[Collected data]
━━━━━━━━━━━━━━━━━━━━━━━━━━━━━━

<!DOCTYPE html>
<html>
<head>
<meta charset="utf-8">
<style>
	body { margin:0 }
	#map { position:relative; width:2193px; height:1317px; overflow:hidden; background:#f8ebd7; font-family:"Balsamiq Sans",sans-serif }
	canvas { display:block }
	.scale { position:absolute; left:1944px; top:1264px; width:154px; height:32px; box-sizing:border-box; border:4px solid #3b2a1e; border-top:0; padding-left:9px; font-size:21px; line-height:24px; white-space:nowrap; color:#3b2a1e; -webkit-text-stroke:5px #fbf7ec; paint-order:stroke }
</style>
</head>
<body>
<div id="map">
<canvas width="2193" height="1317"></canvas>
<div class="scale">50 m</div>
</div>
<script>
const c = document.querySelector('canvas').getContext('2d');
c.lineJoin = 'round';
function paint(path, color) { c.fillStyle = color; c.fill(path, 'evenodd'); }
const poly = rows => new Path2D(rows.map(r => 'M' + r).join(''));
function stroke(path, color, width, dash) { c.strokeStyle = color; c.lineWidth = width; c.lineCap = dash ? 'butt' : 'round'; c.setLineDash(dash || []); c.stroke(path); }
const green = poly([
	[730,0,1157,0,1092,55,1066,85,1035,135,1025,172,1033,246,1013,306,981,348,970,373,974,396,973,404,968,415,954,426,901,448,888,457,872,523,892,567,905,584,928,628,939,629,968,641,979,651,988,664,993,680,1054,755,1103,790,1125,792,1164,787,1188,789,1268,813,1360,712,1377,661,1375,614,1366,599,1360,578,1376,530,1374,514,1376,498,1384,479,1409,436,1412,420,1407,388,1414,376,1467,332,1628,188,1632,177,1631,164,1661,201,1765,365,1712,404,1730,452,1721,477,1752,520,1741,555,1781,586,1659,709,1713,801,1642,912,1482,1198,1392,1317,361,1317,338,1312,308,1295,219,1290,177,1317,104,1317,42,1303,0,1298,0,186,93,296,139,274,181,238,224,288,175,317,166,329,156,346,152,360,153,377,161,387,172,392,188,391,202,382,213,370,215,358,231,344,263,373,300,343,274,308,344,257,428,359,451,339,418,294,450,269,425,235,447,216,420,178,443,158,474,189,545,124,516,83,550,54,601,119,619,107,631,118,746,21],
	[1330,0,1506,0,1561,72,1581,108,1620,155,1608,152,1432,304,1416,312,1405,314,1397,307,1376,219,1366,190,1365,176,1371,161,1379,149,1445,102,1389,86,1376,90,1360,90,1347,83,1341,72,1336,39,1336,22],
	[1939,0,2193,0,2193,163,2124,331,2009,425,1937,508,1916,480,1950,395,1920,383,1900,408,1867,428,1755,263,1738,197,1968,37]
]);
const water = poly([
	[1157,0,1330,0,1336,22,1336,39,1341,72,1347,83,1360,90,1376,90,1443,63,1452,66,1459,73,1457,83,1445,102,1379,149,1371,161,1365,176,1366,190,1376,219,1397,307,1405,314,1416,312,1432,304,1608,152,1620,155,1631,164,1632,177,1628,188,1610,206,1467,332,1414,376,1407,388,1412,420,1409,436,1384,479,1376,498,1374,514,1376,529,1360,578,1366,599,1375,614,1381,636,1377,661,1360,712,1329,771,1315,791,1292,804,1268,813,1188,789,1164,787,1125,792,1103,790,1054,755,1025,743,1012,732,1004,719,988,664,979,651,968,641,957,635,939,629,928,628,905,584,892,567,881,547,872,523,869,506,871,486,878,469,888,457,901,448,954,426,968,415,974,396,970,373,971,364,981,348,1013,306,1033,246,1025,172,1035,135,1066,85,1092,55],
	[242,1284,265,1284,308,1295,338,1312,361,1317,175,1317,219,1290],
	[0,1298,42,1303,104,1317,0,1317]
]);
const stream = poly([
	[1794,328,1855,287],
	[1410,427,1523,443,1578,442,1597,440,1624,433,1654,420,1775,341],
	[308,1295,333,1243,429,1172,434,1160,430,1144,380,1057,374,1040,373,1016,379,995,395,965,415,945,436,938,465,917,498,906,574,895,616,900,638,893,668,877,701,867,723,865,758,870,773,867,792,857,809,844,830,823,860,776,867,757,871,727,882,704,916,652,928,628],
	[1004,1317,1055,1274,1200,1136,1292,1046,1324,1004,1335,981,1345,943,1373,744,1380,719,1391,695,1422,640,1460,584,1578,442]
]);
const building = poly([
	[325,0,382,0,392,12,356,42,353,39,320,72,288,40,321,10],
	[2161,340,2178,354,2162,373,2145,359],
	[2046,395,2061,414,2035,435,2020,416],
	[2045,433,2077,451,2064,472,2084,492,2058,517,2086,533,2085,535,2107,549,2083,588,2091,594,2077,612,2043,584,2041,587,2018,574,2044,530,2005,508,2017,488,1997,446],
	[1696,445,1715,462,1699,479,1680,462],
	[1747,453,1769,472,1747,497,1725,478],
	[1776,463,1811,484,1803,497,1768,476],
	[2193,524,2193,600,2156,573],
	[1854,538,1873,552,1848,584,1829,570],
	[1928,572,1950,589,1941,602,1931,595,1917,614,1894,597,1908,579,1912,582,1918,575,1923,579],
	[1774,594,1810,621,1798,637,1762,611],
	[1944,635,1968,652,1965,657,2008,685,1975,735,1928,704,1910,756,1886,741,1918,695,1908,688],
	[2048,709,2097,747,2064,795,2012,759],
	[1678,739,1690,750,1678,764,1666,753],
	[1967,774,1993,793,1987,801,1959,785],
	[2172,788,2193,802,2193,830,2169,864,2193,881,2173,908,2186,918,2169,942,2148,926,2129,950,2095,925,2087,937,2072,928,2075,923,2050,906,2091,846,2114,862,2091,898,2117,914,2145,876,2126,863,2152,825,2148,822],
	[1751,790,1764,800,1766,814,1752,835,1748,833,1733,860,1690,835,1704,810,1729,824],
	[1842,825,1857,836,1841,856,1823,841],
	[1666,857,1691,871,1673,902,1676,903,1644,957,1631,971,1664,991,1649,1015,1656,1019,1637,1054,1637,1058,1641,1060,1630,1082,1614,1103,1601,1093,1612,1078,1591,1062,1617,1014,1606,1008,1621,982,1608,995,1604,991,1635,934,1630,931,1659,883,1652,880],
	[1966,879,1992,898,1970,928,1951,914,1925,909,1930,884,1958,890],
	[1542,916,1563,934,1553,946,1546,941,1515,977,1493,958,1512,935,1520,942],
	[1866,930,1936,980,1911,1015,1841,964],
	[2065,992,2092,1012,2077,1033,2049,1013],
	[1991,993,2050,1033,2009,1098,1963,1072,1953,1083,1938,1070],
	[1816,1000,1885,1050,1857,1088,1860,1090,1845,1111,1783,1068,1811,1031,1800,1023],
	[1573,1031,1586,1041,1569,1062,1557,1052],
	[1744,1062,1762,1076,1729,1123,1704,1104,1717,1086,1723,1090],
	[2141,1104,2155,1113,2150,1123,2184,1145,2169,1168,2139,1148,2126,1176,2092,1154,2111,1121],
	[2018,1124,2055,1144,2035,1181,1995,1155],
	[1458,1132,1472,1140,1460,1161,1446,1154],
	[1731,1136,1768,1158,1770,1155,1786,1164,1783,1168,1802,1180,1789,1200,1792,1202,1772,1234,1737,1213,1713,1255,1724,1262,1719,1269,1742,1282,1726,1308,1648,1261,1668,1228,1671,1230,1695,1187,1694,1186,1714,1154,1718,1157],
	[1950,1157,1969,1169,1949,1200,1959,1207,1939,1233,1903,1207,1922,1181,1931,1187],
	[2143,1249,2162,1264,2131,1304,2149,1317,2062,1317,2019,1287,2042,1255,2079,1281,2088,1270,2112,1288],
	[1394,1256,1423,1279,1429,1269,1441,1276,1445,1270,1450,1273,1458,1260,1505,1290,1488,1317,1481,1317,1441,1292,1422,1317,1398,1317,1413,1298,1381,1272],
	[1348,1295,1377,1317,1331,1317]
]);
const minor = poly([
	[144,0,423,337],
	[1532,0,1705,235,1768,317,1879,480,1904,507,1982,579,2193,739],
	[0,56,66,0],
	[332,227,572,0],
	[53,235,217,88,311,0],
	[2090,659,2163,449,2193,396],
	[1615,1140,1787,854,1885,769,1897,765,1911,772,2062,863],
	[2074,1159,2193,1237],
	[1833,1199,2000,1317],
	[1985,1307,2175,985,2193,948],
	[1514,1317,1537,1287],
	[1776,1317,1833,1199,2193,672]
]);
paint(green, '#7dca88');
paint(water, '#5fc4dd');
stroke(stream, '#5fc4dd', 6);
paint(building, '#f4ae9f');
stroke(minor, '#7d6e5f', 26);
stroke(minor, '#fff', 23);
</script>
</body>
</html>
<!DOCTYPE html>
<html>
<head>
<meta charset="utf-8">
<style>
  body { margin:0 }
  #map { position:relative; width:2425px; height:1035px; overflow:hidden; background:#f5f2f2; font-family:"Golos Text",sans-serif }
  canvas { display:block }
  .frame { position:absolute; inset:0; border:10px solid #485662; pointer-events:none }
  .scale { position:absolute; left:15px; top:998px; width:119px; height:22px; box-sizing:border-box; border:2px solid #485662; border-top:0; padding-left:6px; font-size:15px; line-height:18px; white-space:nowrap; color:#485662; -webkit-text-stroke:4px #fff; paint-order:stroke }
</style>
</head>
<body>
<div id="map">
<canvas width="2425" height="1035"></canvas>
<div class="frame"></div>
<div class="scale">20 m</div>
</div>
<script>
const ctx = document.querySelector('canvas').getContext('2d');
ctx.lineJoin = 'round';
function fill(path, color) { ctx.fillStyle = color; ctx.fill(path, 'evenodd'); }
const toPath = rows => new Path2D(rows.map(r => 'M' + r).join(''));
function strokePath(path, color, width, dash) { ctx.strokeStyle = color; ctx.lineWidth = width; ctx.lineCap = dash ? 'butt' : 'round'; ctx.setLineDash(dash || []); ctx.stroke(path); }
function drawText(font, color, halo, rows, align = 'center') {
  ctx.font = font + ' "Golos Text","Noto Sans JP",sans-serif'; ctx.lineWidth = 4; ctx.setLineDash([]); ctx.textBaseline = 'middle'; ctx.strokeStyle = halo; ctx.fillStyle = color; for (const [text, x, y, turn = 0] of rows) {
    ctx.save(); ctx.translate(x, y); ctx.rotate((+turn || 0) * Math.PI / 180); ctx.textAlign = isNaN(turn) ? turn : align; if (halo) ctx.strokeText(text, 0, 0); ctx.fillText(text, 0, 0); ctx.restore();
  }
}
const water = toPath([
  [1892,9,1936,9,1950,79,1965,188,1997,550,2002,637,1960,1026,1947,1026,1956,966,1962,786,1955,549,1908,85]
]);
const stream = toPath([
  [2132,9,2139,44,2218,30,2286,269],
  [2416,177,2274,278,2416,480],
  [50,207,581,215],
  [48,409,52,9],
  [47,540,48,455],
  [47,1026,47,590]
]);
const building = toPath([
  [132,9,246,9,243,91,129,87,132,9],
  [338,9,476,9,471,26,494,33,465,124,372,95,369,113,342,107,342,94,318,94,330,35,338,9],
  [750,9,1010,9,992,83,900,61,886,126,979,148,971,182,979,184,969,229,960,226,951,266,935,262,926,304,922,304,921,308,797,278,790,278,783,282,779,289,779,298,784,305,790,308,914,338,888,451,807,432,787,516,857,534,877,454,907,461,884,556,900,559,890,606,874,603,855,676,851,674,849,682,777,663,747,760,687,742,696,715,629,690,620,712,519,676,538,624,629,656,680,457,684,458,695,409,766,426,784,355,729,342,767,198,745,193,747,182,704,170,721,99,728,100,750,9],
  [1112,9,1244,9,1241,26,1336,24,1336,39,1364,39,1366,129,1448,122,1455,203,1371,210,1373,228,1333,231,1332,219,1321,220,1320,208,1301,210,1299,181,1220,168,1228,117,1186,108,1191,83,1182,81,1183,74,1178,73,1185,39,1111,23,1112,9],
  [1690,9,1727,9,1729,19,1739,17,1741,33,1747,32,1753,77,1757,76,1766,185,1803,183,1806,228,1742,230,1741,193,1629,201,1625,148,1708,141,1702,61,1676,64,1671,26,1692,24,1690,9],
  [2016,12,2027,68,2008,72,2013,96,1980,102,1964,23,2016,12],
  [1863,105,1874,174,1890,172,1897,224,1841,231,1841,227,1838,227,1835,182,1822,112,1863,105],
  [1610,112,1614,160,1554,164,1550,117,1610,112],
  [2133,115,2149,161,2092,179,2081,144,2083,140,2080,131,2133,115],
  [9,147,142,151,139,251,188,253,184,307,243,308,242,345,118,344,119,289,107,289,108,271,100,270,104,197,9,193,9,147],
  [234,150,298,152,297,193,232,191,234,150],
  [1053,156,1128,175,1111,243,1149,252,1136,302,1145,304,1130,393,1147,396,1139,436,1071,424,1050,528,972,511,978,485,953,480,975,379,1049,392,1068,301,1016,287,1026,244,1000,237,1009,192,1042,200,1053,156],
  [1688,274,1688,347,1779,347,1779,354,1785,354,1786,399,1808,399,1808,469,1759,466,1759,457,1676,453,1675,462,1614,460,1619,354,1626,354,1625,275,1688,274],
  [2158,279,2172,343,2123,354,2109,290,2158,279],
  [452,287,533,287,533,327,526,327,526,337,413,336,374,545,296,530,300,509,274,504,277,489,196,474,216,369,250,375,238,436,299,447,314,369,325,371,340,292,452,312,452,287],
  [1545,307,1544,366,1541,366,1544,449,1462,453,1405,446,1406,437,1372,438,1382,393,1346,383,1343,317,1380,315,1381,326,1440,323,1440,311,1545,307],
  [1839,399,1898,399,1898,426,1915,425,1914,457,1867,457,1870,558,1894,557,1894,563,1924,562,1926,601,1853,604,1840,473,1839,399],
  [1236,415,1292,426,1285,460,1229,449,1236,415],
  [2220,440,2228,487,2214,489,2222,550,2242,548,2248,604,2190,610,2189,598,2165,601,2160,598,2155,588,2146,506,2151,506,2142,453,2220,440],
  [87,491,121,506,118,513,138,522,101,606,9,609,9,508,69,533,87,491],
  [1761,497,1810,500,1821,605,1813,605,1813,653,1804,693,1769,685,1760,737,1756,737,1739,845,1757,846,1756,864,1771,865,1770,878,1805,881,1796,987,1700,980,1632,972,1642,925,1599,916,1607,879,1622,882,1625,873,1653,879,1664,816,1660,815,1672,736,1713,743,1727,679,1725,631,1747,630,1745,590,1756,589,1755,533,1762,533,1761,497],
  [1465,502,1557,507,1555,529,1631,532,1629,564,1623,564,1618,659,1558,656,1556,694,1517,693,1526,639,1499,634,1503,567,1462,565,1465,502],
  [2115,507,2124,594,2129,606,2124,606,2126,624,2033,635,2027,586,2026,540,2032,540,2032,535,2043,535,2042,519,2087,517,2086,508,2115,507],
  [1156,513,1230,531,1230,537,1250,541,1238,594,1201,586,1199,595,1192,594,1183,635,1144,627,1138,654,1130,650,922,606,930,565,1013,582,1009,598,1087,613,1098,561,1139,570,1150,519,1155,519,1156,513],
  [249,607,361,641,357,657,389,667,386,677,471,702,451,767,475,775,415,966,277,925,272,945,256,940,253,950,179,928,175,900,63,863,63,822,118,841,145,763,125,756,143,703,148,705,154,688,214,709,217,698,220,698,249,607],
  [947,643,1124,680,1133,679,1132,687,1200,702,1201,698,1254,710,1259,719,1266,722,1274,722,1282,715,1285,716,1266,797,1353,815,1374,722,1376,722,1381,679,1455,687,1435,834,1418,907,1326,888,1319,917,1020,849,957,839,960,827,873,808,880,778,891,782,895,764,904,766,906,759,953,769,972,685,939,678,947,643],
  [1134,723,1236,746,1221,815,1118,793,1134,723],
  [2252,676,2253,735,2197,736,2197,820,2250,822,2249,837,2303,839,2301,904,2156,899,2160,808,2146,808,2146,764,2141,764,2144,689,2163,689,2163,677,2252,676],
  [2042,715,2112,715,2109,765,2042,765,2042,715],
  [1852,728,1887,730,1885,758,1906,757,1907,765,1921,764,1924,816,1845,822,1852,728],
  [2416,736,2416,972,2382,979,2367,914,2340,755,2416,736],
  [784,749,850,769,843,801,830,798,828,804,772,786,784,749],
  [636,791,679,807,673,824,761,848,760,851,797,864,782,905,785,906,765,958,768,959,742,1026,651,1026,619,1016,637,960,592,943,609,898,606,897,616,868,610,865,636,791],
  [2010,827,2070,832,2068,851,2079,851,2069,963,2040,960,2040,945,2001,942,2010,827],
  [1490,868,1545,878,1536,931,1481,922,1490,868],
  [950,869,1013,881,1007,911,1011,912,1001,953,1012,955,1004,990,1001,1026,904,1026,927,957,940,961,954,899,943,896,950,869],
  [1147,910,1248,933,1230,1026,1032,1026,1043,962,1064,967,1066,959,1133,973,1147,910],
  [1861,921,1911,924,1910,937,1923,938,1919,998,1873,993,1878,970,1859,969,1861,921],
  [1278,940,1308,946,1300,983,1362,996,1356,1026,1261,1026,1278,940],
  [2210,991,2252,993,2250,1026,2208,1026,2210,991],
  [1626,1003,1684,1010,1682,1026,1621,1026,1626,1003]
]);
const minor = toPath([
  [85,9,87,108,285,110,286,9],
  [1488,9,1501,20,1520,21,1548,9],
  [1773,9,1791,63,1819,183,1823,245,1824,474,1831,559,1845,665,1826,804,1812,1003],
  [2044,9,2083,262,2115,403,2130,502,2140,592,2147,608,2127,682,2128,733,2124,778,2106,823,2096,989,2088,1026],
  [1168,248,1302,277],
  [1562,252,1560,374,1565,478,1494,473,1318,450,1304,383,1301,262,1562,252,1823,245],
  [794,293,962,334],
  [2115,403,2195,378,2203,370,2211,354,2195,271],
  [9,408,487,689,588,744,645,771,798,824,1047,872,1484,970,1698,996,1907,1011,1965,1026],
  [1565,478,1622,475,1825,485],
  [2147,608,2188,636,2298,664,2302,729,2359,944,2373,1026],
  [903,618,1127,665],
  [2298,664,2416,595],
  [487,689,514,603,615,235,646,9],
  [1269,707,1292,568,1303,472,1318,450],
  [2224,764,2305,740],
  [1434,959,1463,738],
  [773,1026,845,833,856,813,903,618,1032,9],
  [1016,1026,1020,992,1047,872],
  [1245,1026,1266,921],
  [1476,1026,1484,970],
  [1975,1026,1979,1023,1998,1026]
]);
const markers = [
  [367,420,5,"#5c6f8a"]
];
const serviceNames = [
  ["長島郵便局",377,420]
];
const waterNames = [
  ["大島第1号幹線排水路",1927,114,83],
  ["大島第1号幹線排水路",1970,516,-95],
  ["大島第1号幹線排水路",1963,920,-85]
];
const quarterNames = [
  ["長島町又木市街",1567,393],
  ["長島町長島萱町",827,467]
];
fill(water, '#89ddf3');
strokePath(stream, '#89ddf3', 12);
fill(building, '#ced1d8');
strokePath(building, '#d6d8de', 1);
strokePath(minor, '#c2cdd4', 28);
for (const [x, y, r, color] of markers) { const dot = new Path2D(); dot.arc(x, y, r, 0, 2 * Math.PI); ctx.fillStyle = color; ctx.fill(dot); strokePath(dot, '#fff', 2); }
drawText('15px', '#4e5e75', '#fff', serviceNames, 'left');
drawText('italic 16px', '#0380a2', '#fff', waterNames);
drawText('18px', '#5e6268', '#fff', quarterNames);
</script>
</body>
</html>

━━━━━━━━━━━━━━━━━━━━━━━━━━━━━━

- [Task]: Copy out every line in the records where the word "align" is found.

- [Response area]:
function drawText(font, color, halo, rows, align = 'center') {
    ctx.save(); ctx.translate(x, y); ctx.rotate((+turn || 0) * Math.PI / 180); ctx.textAlign = isNaN(turn) ? turn : align; if (halo) ctx.strokeText(text, 0, 0); ctx.fillText(text, 0, 0); ctx.restore();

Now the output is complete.